--- RECORDS TO PROCESS Enclosed Below ---

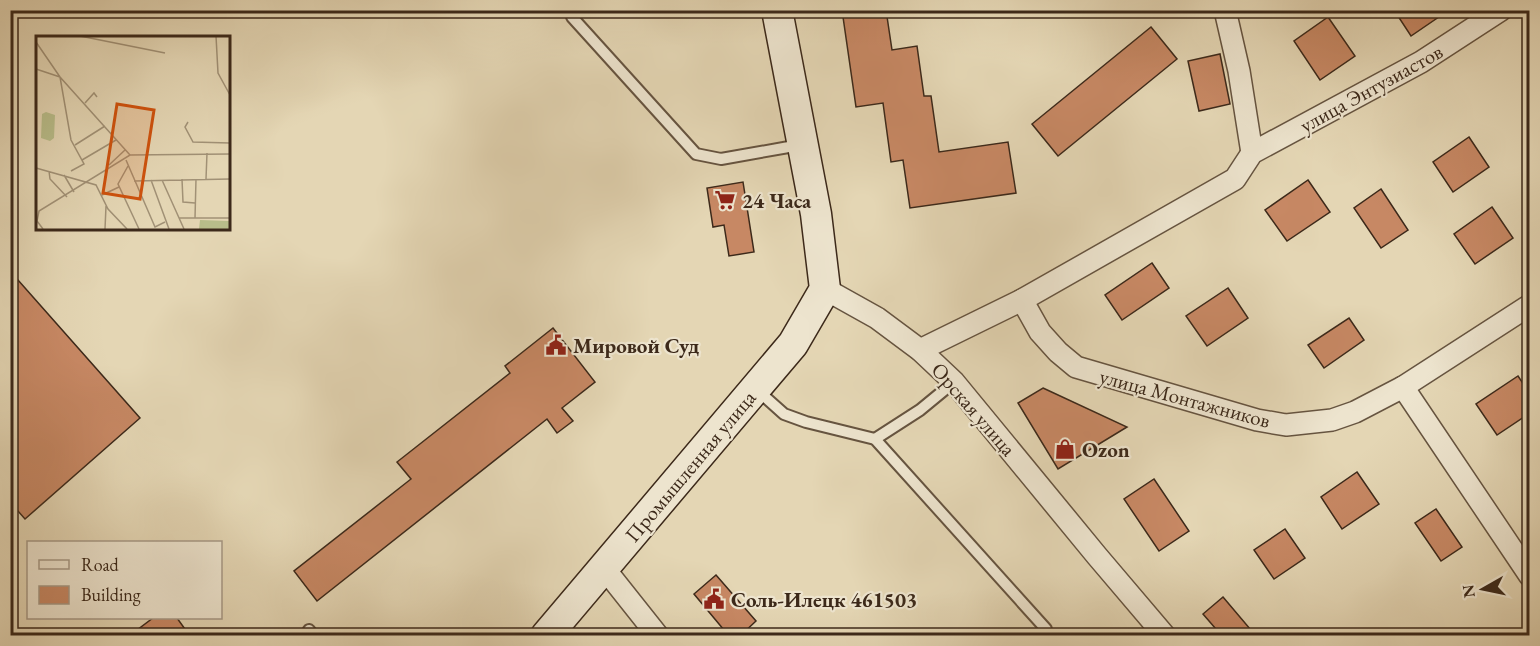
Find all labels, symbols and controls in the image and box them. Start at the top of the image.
inset map [36,36,230,230]
street label: улица Энтузиастов [1295,38,1447,138]
place label: 24 Часа [742,187,812,214]
supermarket icon: 24 Часа [713,188,737,212]
place label: Мировой Суд [573,332,699,359]
public building icon: Мировой Суд [544,333,568,357]
street label: Орская улица [926,356,1023,462]
street label: улица Монтажников [1097,362,1273,434]
street label: Промышленная улица [619,384,762,548]
place label: Ozon [1082,436,1130,463]
shop icon: Ozon [1053,437,1077,461]
legend [27,541,222,619]
text: Road [81,553,120,576]
north arrow [1453,559,1513,619]
text: Building [81,583,141,606]
text: N [1457,583,1480,599]
place label: Соль-Илецк 461503 [731,586,917,613]
public building icon: Соль-Илецк 461503 [702,587,726,611]

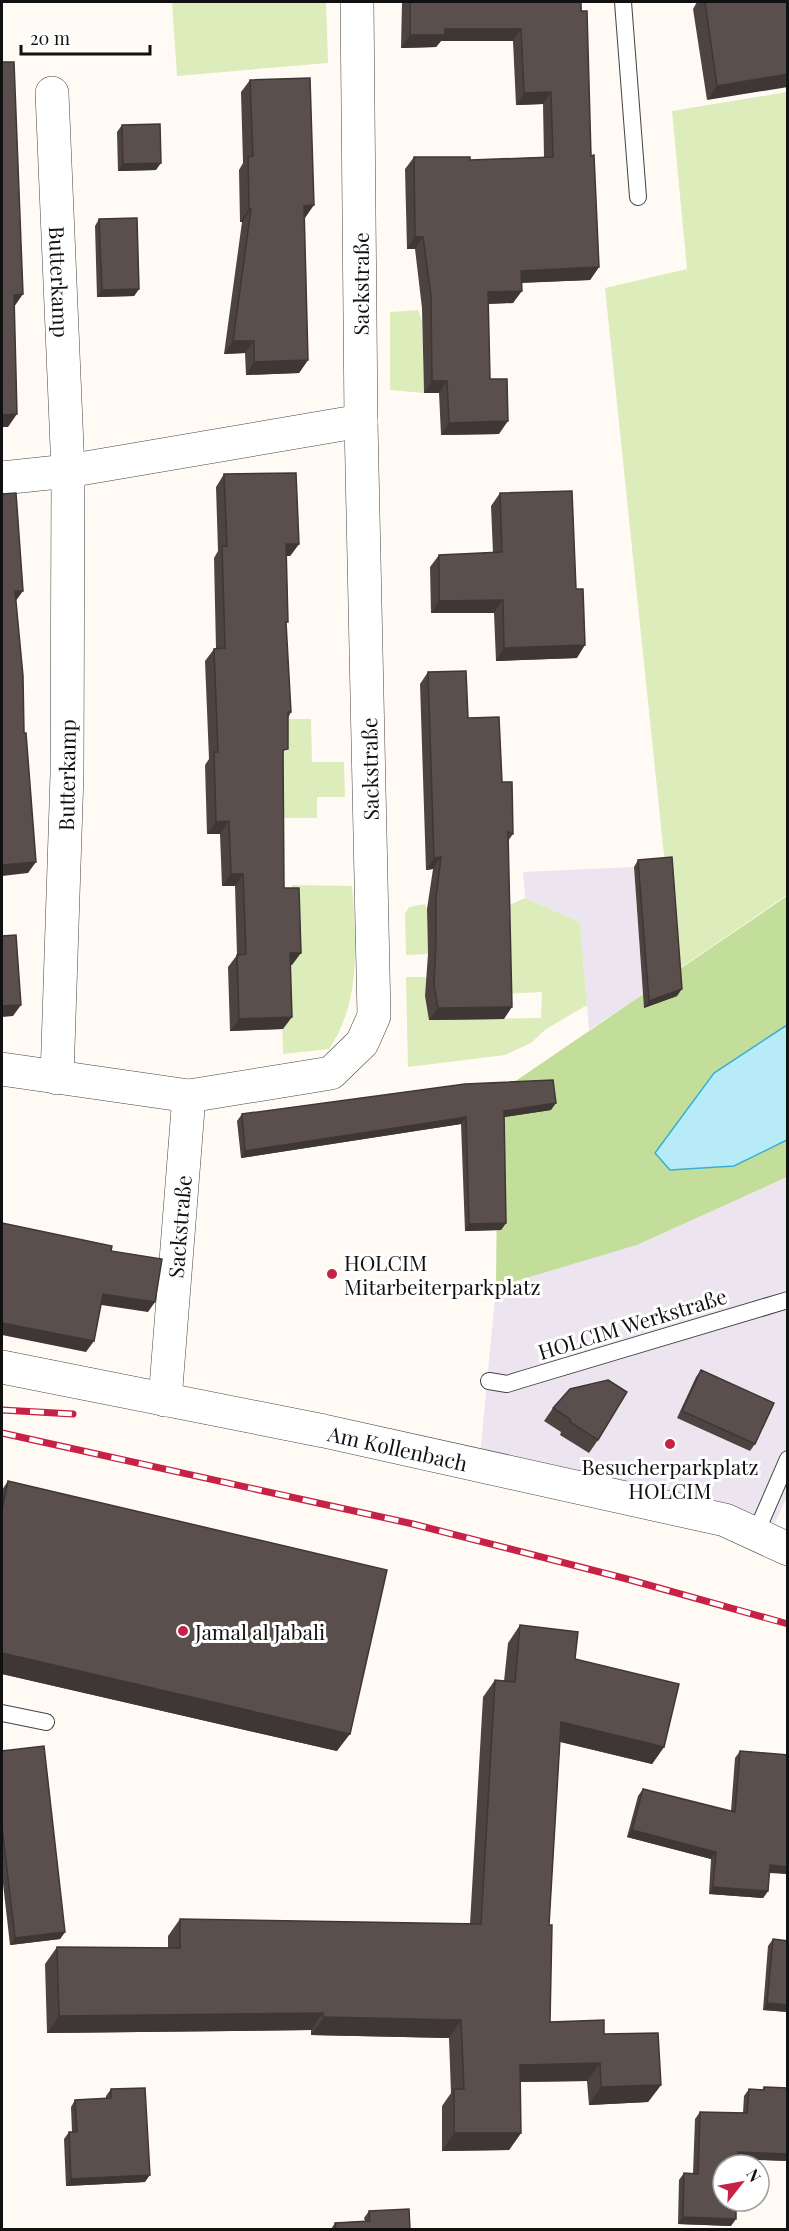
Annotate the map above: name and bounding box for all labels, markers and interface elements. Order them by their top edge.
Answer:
scale bar [21,18,150,56]
text: 20 m [30,26,70,50]
street label: Butterkamp [44,225,76,338]
street label: Sackstraße [346,232,374,336]
street label: Sackstraße [354,717,384,821]
street label: Butterkamp [51,719,81,831]
street label: Sackstraße [161,1174,197,1279]
place label: HOLCIM Mitarbeiterparkplatz [344,1248,541,1300]
marker: HOLCIM Mitarbeiterparkplatz [325,1267,339,1281]
street label: HOLCIM Werkstraße [534,1281,730,1365]
street label: Am Kollenbach [325,1418,471,1477]
marker: Besucherparkplatz HOLCIM [663,1437,677,1451]
place label: Besucherparkplatz HOLCIM [581,1452,759,1504]
place label: Jamal al Jabali [194,1617,325,1645]
marker: Jamal al Jabali [176,1624,190,1638]
north arrow [711,2153,771,2213]
text: N [742,2165,766,2186]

--- End of Enclosed RECORDS TO PROCESS ---

*YOUR OBJECTIVE*
What is needed is an exact output of the records above, with every picture left out.

*SOLUTION FOR THIS EXERCISE*
Find all labels, symbols and controls in the image and box them. Start at the top of the image.
inset map [36,36,230,230]
street label: улица Энтузиастов [1295,38,1447,138]
place label: 24 Часа [742,187,812,214]
supermarket icon: 24 Часа [713,188,737,212]
place label: Мировой Суд [573,332,699,359]
public building icon: Мировой Суд [544,333,568,357]
street label: Орская улица [926,356,1023,462]
street label: улица Монтажников [1097,362,1273,434]
street label: Промышленная улица [619,384,762,548]
place label: Ozon [1082,436,1130,463]
shop icon: Ozon [1053,437,1077,461]
legend [27,541,222,619]
text: Road [81,553,120,576]
north arrow [1453,559,1513,619]
text: Building [81,583,141,606]
text: N [1457,583,1480,599]
place label: Соль-Илецк 461503 [731,586,917,613]
public building icon: Соль-Илецк 461503 [702,587,726,611]

Annotate the map above: name and bounding box for all labels, markers and interface elements. Order them by their top edge.
Answer:
scale bar [21,18,150,56]
text: 20 m [30,26,70,50]
street label: Butterkamp [44,225,76,338]
street label: Sackstraße [346,232,374,336]
street label: Sackstraße [354,717,384,821]
street label: Butterkamp [51,719,81,831]
street label: Sackstraße [161,1174,197,1279]
place label: HOLCIM Mitarbeiterparkplatz [344,1248,541,1300]
marker: HOLCIM Mitarbeiterparkplatz [325,1267,339,1281]
street label: HOLCIM Werkstraße [534,1281,730,1365]
street label: Am Kollenbach [325,1418,471,1477]
marker: Besucherparkplatz HOLCIM [663,1437,677,1451]
place label: Besucherparkplatz HOLCIM [581,1452,759,1504]
place label: Jamal al Jabali [194,1617,325,1645]
marker: Jamal al Jabali [176,1624,190,1638]
north arrow [711,2153,771,2213]
text: N [742,2165,766,2186]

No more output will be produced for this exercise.